── INFORMATION PROVIDED ──
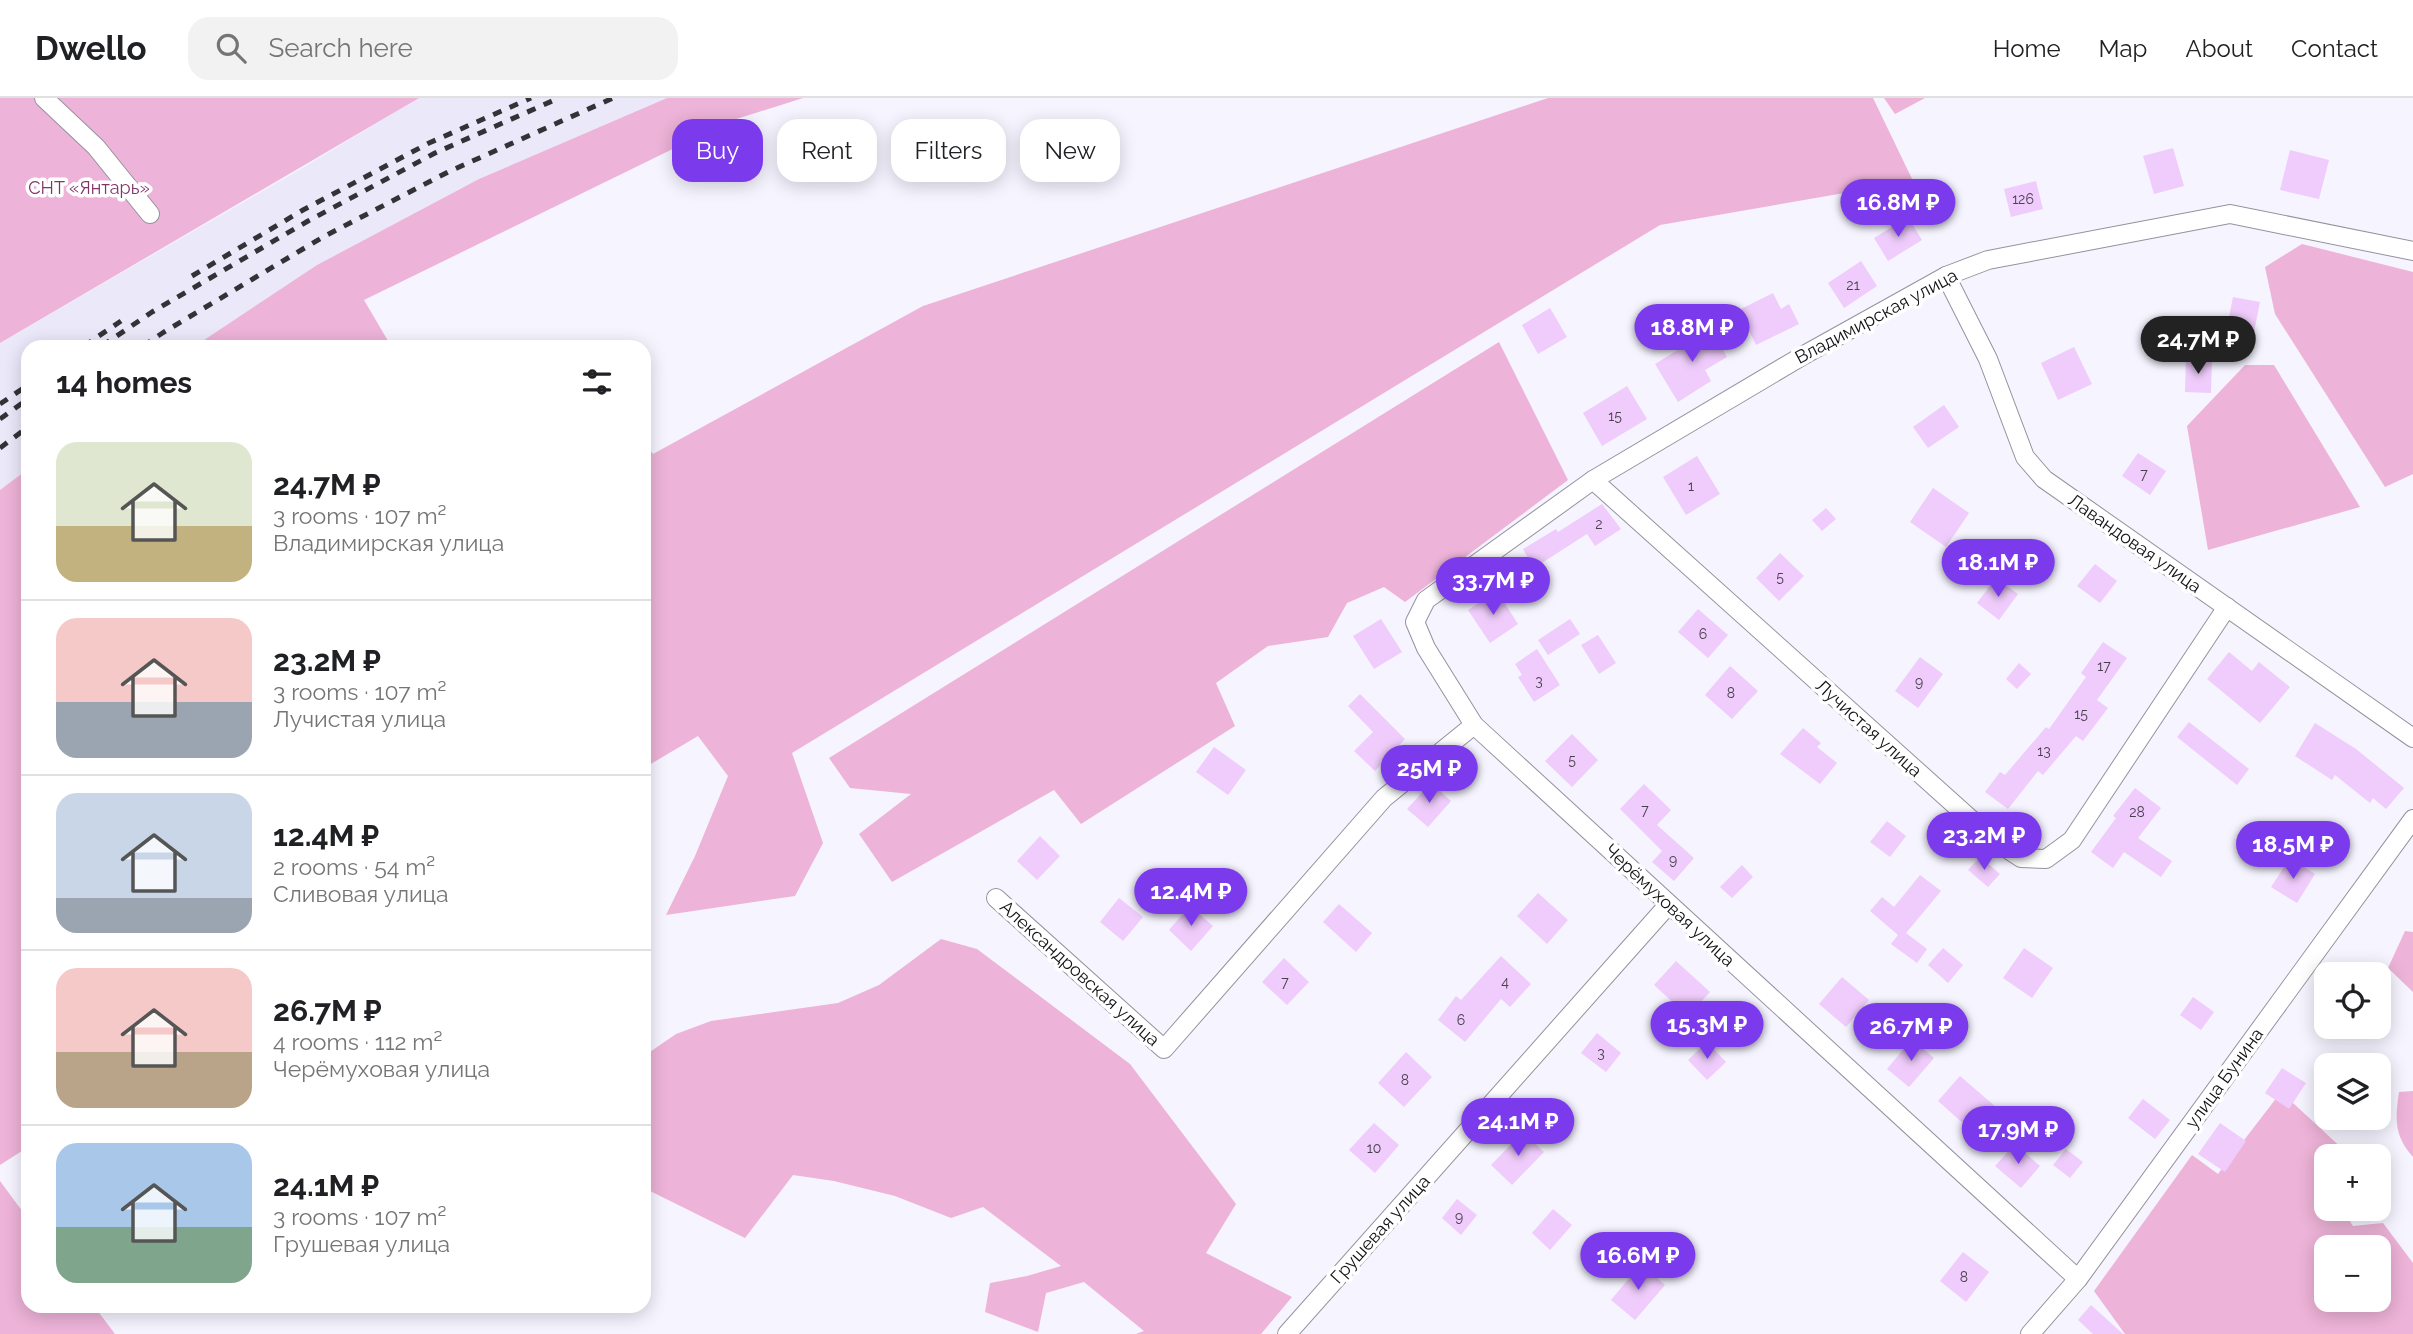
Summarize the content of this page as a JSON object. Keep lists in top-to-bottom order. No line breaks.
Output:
{"streets":{"street":["Владимирская улица","Лавандовая улица","Лучистая улица","Черёмуховая улица","Александровская улица","улица Бунина","Грушевая улица"]},"crossings":[["Владимирская улица","Лавандовая улица"],["Владимирская улица","Лучистая улица"],["Владимирская улица","Черёмуховая улица"],["Лавандовая улица","Лучистая улица"],["Черёмуховая улица","Александровская улица"],["Черёмуховая улица","улица Бунина"],["Черёмуховая улица","Грушевая улица"]],"parks":["СНТ «Янтарь»"],"house_numbers":["126","21","15","7","1","2","5","6","17","3","9","8","15","13","5","7","28","9","7","4","6","3","8","10","9","8"],"page":{"header":"Dwello","search":"Search here","nav":["Home","Map","About","Contact"],"chip":["Buy","Rent","Filters","New"],"price":["16.8M ₽","18.8M ₽","24.7M ₽","18.1M ₽","33.7M ₽","25M ₽","23.2M ₽","18.5M ₽","12.4M ₽","15.3M ₽","26.7M ₽","24.1M ₽","17.9M ₽","16.6M ₽"],"heading":"14 homes","list":[{"name":"24.7M ₽","note":"3 rooms · 107 m² · Владимирская улица"},{"name":"23.2M ₽","note":"3 rooms · 107 m² · Лучистая улица"},{"name":"12.4M ₽","note":"2 rooms · 54 m² · Сливовая улица"},{"name":"26.7M ₽","note":"4 rooms · 112 m² · Черёмуховая улица"},{"name":"24.1M ₽","note":"3 rooms · 107 m² · Грушевая улица"}],"map_buttons":["+","−"]}}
───
**TASK OBJECTIVE**
Retype the material in full, exactly as written, and exclude the pictures.

**SOLUTION TO THE EXERCISE**
Summarize the content of this page as a JSON object. Keep lists in top-to-bottom order. No line breaks.
Output:
{"streets":{"street":["Владимирская улица","Лавандовая улица","Лучистая улица","Черёмуховая улица","Александровская улица","улица Бунина","Грушевая улица"]},"crossings":[["Владимирская улица","Лавандовая улица"],["Владимирская улица","Лучистая улица"],["Владимирская улица","Черёмуховая улица"],["Лавандовая улица","Лучистая улица"],["Черёмуховая улица","Александровская улица"],["Черёмуховая улица","улица Бунина"],["Черёмуховая улица","Грушевая улица"]],"parks":["СНТ «Янтарь»"],"house_numbers":["126","21","15","7","1","2","5","6","17","3","9","8","15","13","5","7","28","9","7","4","6","3","8","10","9","8"],"page":{"header":"Dwello","search":"Search here","nav":["Home","Map","About","Contact"],"chip":["Buy","Rent","Filters","New"],"price":["16.8M ₽","18.8M ₽","24.7M ₽","18.1M ₽","33.7M ₽","25M ₽","23.2M ₽","18.5M ₽","12.4M ₽","15.3M ₽","26.7M ₽","24.1M ₽","17.9M ₽","16.6M ₽"],"heading":"14 homes","list":[{"name":"24.7M ₽","note":"3 rooms · 107 m² · Владимирская улица"},{"name":"23.2M ₽","note":"3 rooms · 107 m² · Лучистая улица"},{"name":"12.4M ₽","note":"2 rooms · 54 m² · Сливовая улица"},{"name":"26.7M ₽","note":"4 rooms · 112 m² · Черёмуховая улица"},{"name":"24.1M ₽","note":"3 rooms · 107 m² · Грушевая улица"}],"map_buttons":["+","−"]}}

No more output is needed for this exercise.